Keywords: Ovarian support cells, in vitro maturation, stem cells, live births, multigenerational study
Objective: Our group has developed an ovarian support cells (OSCs) platform derived from human induced pluripotent stem cells for in vitro maturation (IVM). The OSCs demonstrated robust human and murine in vitro oocyte maturation and an improved blastocyst formation rate compared to commercial IVM options (Piechota et al. 2023). However, the potential reproductive toxicity of OSCs on offspring remains unexplored. Therefore, this study aimed to evaluate the OSC’s reproductive toxicity profile in a multigenerational murine study.
Materials and methods: Immature cumulus-oocyte complexes (COCs, n=1,095) and denuded oocytes (n=930) were collected and randomized into Traditional-IVM (commercial MediCult) and OSC-IVM (OSCs and Medicult). The mature oocytes were inseminated and cultured until blastocysts. The embryos were transferred to pseudopregnant CD1 mice to evaluate the long-term effects on reproductive potential. Sex ratio, periodic weight and length, and global health status were monitored. F1 mice were randomly selected and outbred to wild-type mice to generate the F2. The resultant mice were followed up and monitored. Moreover, hormonal levels and organ histological analyses were performed in F1 mice.
Results: The analysis of live births showed that mice delivered with no statistically significant differences between groups. No differences were observed in the sex ratio, pup weight, and length, and no developmental or behavioral abnormalities were reported. When F2 was analyzed, there were no differences in the fecundity or sex ratio between groups, birthing pups without any developmental or behavioral abnormality.

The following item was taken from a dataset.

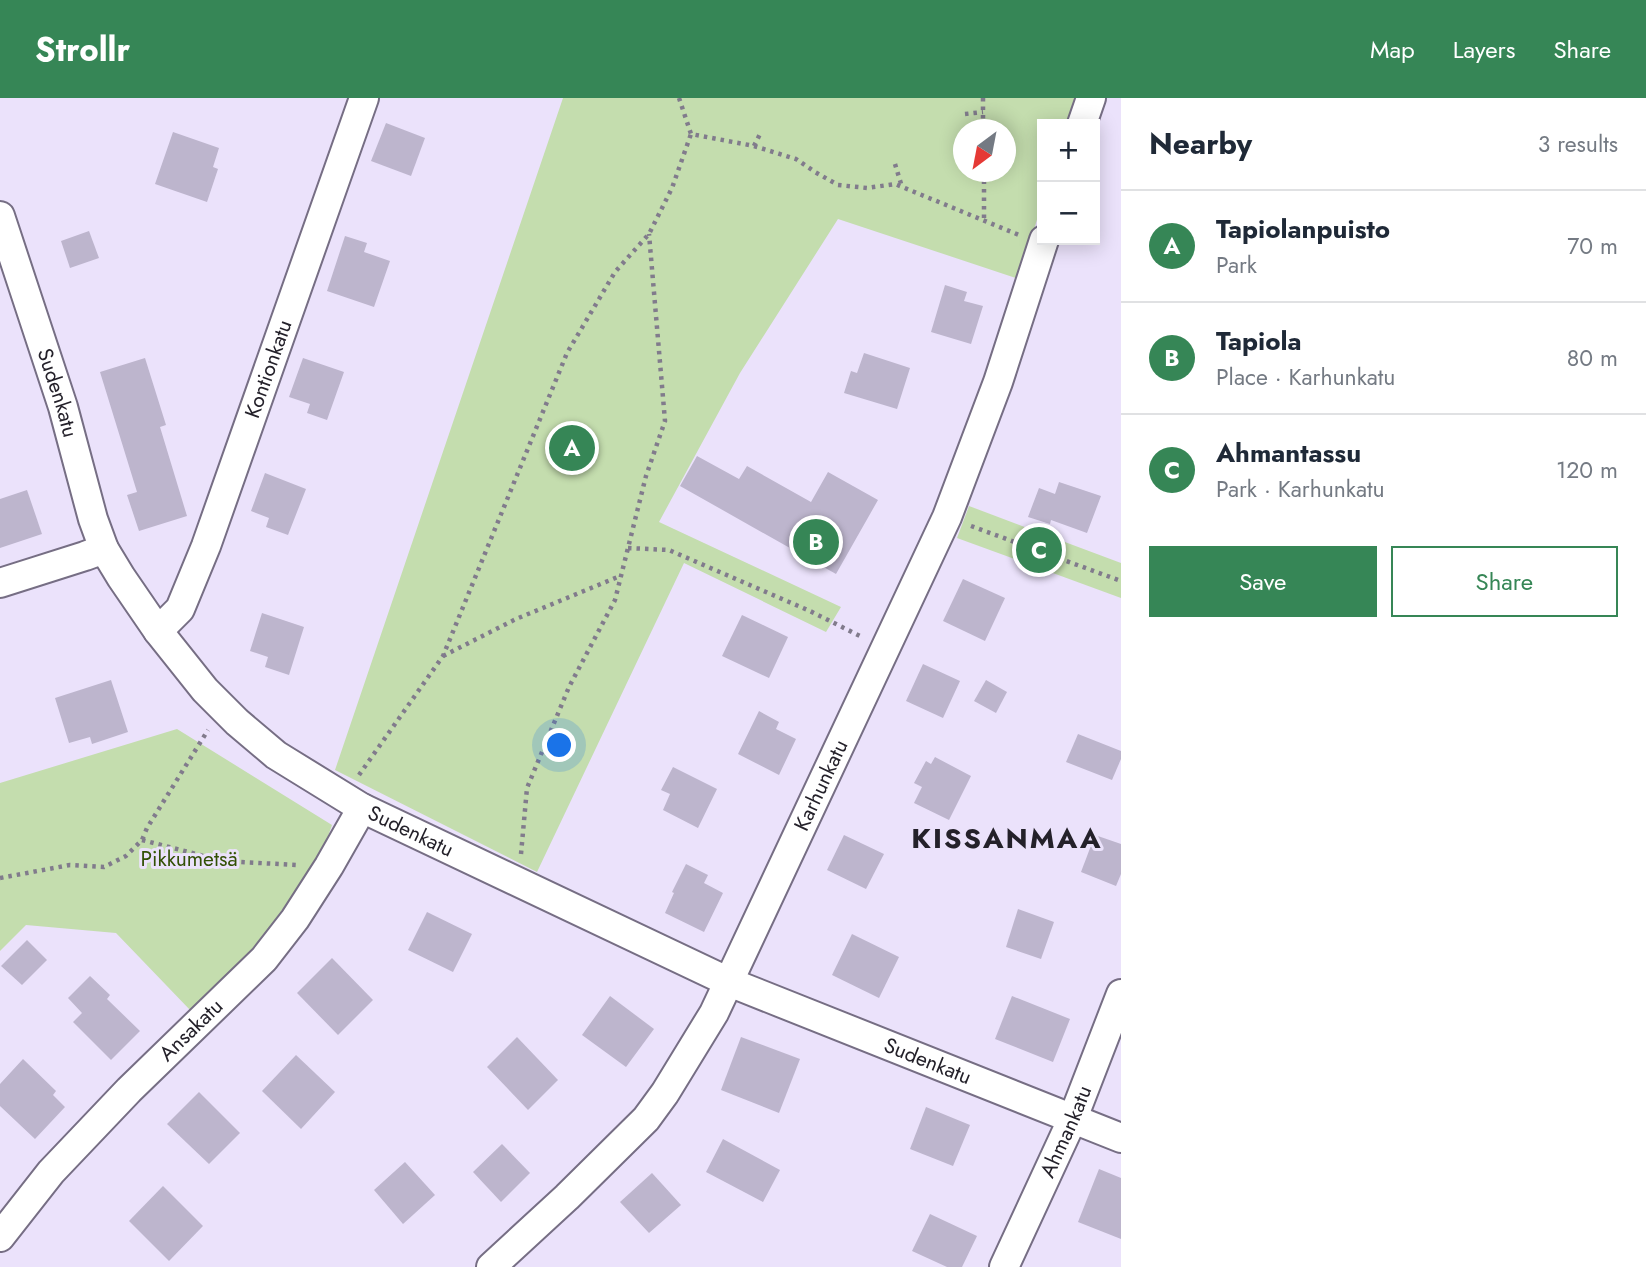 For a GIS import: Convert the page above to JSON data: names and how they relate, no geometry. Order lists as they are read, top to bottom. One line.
{"streets":{"street":["Kontionkatu","Sudenkatu","Karhunkatu","Ansakatu","Ahmankatu"]},"crossings":[["Kontionkatu","Sudenkatu"],["Sudenkatu","Karhunkatu"],["Sudenkatu","Ansakatu"],["Sudenkatu","Ahmankatu"]],"districts":["KISSANMAA"],"parks":["Pikkumetsä"],"north":"bottom left","page":{"header":"Strollr","nav":["Map","Layers","Share"],"heading":["Nearby","3 results"],"map_buttons":["+","−"],"list":[{"mark":"A","name":"Tapiolanpuisto","note":"Park","value":"70 m"},{"mark":"B","name":"Tapiola","note":"Place · Karhunkatu","value":"80 m"},{"mark":"C","name":"Ahmantassu","note":"Park · Karhunkatu","value":"120 m"}],"pins":["A","B","C"],"buttons":["Save","Share"]}}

Table 1. Analysis of live births per birthing female. Data presented as mean ± SD
| Denuded oocytes | COCs | P-value | |||
| Traditional-IVM | OSC-IVM | Traditional-IVM | OSC-IVM | ||
| F1 Live birth per transfer (%) | 28.2 ± 19.4 | 29.0 ± 0.07 | 34.3 ± 17.3 | 25.3 ± 13.0 | 0.61 |
| F1 Day 10 weight (g) | 8.8 ± 1.6 | 9.2 ± 1.2 | 9.4 ± 1.2 | 9.7 ± 2.2 | 0.24 |
| F1 Day 10 length (cm) | 5.5 ± 1.2 | 5.0 ± 0.3 | 5.1 ± 0.4 | 5.2 ± 0.7 | 0.13 |
| F1 Sex Ratio(% males) | 45.8 ± 29.7 | 49.0 ± 32.7 | 46.9 ± 37.2 | 54.2 ± 40.0 | 0.97 |
| F1 Day 21 weight (g) | 15.9 ± 1.2 | 16.6 ± 2.2 | 16.1 ± 1.9 | 16.1 ± 3.72 | 0.60 |
| F1 Day 21 length (cm) | 6.8 ± 0.3 | 7.0 ± 0.4 | 7.0 ± 0.4 | 7.0 ± 0.7 | 0.21 |
| F1 Developmental or Behavioral Abnormalities | None noted | None noted | None noted | None noted | N/A |
| F1 Fecundity (F2 pups born per F1) (N) | 8.2 ± 1.5 | 6.8 ± 1.1 | 7.6 ± 2.2 | 8.2 ± 1.6 | 0.20 |
| F2 Sex Ratio(% males) | 53.9 ± 20.0 | 49.3 ± 10.0 | 52.2 ± 20.0 | 51.5 ± 20.0 | 0.96 |
| F2 Developmental or Behavioral Abnormalities | None noted | None noted | None noted | None noted | N/A |
Exploring the overall health of the progeny, we observed similar hormone profiles between conditions and no specific pathological abnormalities associated with any particular experimental group.
Conclusion: OSC-IVM does not display any evidence of reproductive toxicity.
Impact statement: This study suggests that OSC-IVM is a generally safe IVM platform, which is an important finding to support its future clinical trial investigation.